## What needs to be done
Could the lines from the top of the material to the line that contains "position:absolute; left:967px; top:14px;" be retyped exactly, both included and pictures omitted?

## Supplied information

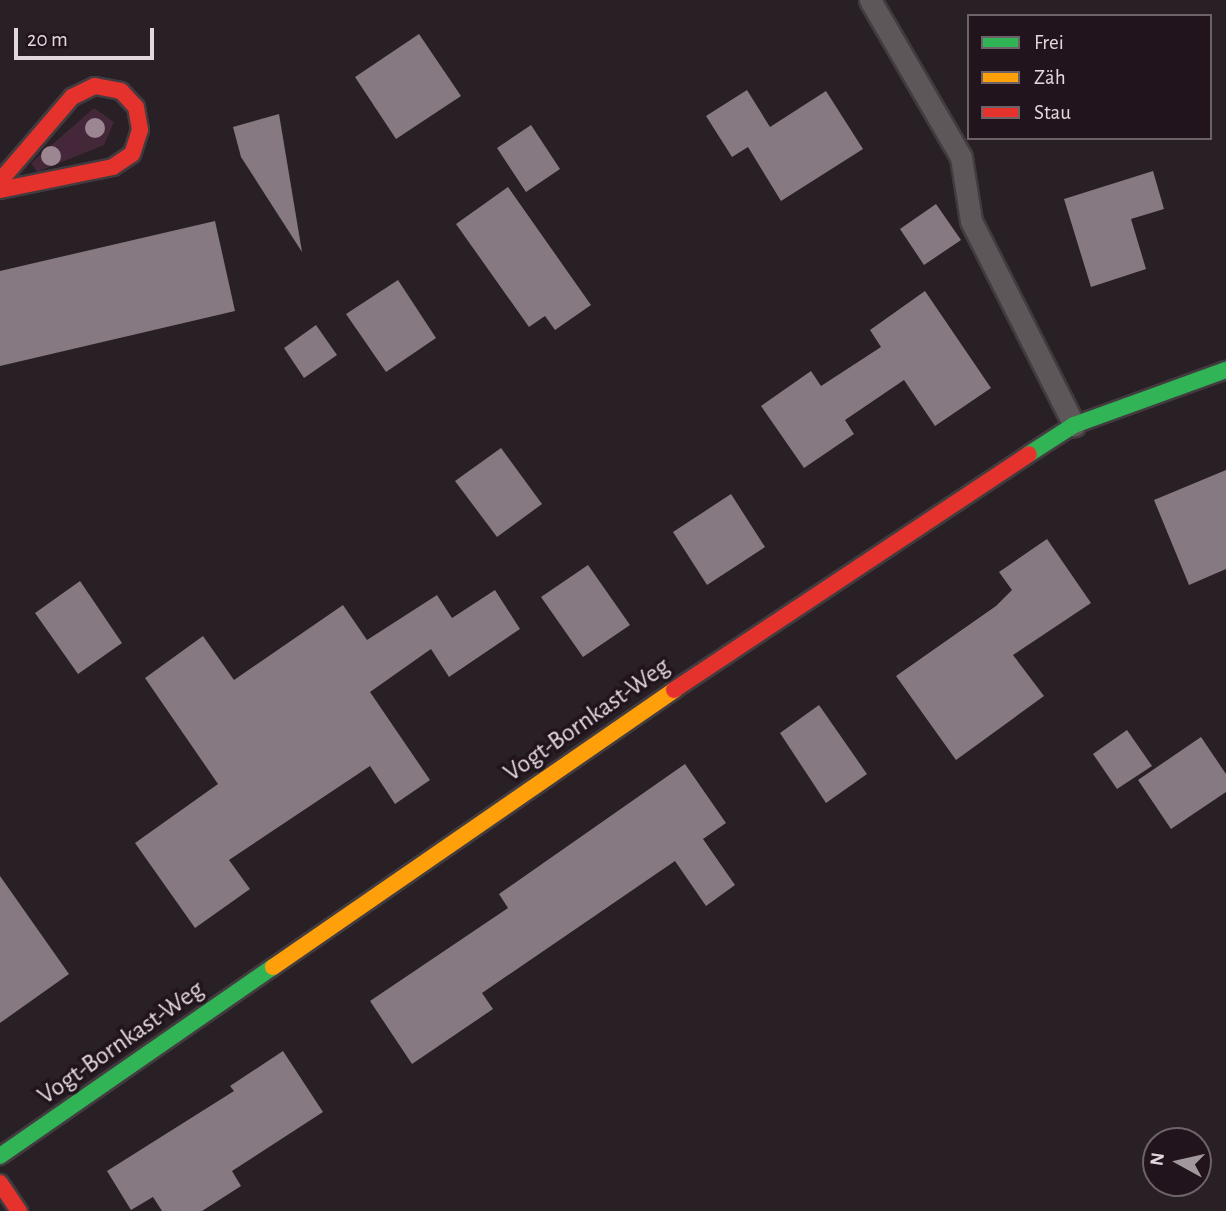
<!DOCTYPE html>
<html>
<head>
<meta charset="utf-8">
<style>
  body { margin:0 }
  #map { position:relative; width:1226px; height:1211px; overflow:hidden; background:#282024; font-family:"Alegreya Sans",sans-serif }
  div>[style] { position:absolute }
  .green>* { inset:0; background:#44283a }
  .building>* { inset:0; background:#877981 }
  .roads { filter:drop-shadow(2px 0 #423b3f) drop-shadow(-2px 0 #423b3f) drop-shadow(0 2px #423b3f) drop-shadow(0 -2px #423b3f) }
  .lane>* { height:21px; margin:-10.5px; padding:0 10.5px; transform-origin:10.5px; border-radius:10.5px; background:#5e575a }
  .fast>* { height:16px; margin:-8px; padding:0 8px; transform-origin:8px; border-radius:8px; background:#30b455 }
  .slow>* { height:16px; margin:-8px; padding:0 8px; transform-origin:8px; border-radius:8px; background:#ff9f0a }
  .jam>* { height:16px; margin:-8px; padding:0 8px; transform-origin:8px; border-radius:8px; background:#e5322d }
  .trees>* { width:20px; height:20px; margin:-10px; border-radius:50%; background:#9c8692 }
  span { translate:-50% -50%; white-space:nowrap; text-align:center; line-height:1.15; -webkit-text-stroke:7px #21141c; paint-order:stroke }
  .street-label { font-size:26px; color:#e1d8dd }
  .legend { position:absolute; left:967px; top:14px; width:245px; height:126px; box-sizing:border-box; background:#21141c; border:2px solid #6e6269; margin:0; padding:9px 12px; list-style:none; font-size:21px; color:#e1d8dd }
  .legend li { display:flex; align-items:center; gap:14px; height:35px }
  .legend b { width:35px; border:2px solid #6e6269 }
  .north { position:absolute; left:1142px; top:1127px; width:70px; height:70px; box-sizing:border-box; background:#21141c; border:2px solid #6e6269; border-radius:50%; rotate:278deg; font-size:19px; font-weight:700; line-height:28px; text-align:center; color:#e1d8dd }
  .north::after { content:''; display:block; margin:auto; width:24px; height:32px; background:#a0989c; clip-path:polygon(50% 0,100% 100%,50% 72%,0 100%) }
  .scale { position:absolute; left:14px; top:28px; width:140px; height:32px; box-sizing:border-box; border:4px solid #e1d8dd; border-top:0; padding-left:9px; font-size:21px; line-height:24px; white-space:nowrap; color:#e1d8dd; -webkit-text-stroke:5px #21141c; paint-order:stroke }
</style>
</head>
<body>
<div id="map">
  <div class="green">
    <i style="clip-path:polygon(94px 108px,114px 122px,104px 145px,37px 172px,31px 163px)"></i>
  </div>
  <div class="building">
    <i style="clip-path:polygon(419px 34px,461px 96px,396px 139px,355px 77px)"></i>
    <i style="clip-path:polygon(747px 90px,770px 127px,826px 91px,863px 149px,781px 201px,748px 147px,732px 157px,706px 116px)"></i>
    <i style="clip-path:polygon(279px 114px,302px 252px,241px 157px,233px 127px)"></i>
    <i style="clip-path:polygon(531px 125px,560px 169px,526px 192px,497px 148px)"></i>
    <i style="clip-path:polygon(1153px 171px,1164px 209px,1131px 219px,1146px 269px,1091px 287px,1064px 199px)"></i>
    <i style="clip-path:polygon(508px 187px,591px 305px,555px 330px,545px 316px,529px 327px,456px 224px)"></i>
    <i style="clip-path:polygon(936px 204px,961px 240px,924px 265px,900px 229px)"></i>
    <i style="clip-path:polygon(215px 221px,235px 311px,0 366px,0 271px)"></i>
    <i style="clip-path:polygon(398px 280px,436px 338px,386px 372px,346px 314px)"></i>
    <i style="clip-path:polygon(925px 291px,991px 388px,935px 426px,904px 380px,845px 420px,854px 434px,804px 468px,761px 406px,811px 371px,821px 386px,881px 347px,870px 330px)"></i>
    <i style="clip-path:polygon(316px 325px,337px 355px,304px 378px,284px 348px)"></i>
    <i style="clip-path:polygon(501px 448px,542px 504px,497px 537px,455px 481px)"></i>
    <i style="clip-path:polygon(1226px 470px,1226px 569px,1189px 585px,1154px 500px)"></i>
    <i style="clip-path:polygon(731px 494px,765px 547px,707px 585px,673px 532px)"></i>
    <i style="clip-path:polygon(1047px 539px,1091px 603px,1013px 655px,1044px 696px,956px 760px,896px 676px,996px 606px,1012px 590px,999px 572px)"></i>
    <i style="clip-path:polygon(588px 565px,630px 625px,583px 657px,541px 597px)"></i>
    <i style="clip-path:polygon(80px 581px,122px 643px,78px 674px,35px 613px)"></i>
    <i style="clip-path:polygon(495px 590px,520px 629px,449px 677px,431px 649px,370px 692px,430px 780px,395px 804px,370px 766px,229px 860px,250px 889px,195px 928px,135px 843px,218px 784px,145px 678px,203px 636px,234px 680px,343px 605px,367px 640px,437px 595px,452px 618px)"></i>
    <i style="clip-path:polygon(819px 705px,867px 774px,826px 803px,780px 733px)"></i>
    <i style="clip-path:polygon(1127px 730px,1152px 766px,1117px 789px,1093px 754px)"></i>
    <i style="clip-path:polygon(1201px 737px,1226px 774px,1226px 792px,1171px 829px,1138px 780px)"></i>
    <i style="clip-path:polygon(685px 764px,726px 823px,703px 839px,735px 885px,706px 906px,675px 861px,482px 993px,493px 1009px,412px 1064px,370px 1001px,508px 908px,499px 894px)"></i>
    <i style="clip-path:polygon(0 876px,69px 974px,0 1023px)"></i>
    <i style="clip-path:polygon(283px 1051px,323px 1112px,232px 1171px,241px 1186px,202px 1211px,162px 1211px,153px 1197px,131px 1210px,107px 1171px,234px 1091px,230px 1086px)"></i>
  </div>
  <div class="roads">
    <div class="lane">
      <i style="left:870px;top:0;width:181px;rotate:59.9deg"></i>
      <i style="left:961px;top:157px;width:65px;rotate:81.1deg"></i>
      <i style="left:971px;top:221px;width:229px;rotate:63.2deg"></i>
    </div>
    <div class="fast">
      <i style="left:1029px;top:454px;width:54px;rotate:-32.8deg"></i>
      <i style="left:1074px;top:425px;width:162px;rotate:-19.9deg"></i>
      <i style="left:0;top:1156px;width:332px;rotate:-34.7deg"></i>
    </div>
    <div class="slow">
      <i style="left:273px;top:967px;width:487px;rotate:-34.6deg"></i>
    </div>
    <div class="jam">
      <i style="left:0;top:181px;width:111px;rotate:-49.4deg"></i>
      <i style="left:72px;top:97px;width:25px;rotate:-26deg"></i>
      <i style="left:95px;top:86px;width:26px;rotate:11deg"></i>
      <i style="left:121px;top:91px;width:22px;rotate:47deg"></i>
      <i style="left:136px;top:107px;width:23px;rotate:80deg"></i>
      <i style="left:140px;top:130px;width:25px;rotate:108deg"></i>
      <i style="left:132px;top:154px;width:23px;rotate:146deg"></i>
      <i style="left:113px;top:167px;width:115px;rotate:168.5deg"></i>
      <i style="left:674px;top:690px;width:426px;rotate:-33.6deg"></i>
      <i style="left:0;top:1183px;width:34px;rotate:56deg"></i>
    </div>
  </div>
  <div class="trees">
    <i style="left:95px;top:128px"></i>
    <i style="left:51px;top:156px"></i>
  </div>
  <div class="street-label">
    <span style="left:587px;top:720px;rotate:-35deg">Vogt-Bornkast-Weg</span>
    <span style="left:121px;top:1043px;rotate:-35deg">Vogt-Bornkast-Weg</span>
  </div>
  <ul class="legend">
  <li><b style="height:9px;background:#30b455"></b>Frei</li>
  <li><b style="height:9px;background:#ff9f0a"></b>Zäh</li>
  <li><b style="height:9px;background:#e5322d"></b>Stau</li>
  </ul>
  <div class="north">N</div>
  <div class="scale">20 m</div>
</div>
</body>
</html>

## Written solution
<!DOCTYPE html>
<html>
<head>
<meta charset="utf-8">
<style>
  body { margin:0 }
  #map { position:relative; width:1226px; height:1211px; overflow:hidden; background:#282024; font-family:"Alegreya Sans",sans-serif }
  div>[style] { position:absolute }
  .green>* { inset:0; background:#44283a }
  .building>* { inset:0; background:#877981 }
  .roads { filter:drop-shadow(2px 0 #423b3f) drop-shadow(-2px 0 #423b3f) drop-shadow(0 2px #423b3f) drop-shadow(0 -2px #423b3f) }
  .lane>* { height:21px; margin:-10.5px; padding:0 10.5px; transform-origin:10.5px; border-radius:10.5px; background:#5e575a }
  .fast>* { height:16px; margin:-8px; padding:0 8px; transform-origin:8px; border-radius:8px; background:#30b455 }
  .slow>* { height:16px; margin:-8px; padding:0 8px; transform-origin:8px; border-radius:8px; background:#ff9f0a }
  .jam>* { height:16px; margin:-8px; padding:0 8px; transform-origin:8px; border-radius:8px; background:#e5322d }
  .trees>* { width:20px; height:20px; margin:-10px; border-radius:50%; background:#9c8692 }
  span { translate:-50% -50%; white-space:nowrap; text-align:center; line-height:1.15; -webkit-text-stroke:7px #21141c; paint-order:stroke }
  .street-label { font-size:26px; color:#e1d8dd }
  .legend { position:absolute; left:967px; top:14px; width:245px; height:126px; box-sizing:border-box; background:#21141c; border:2px solid #6e6269; margin:0; padding:9px 12px; list-style:none; font-size:21px; color:#e1d8dd }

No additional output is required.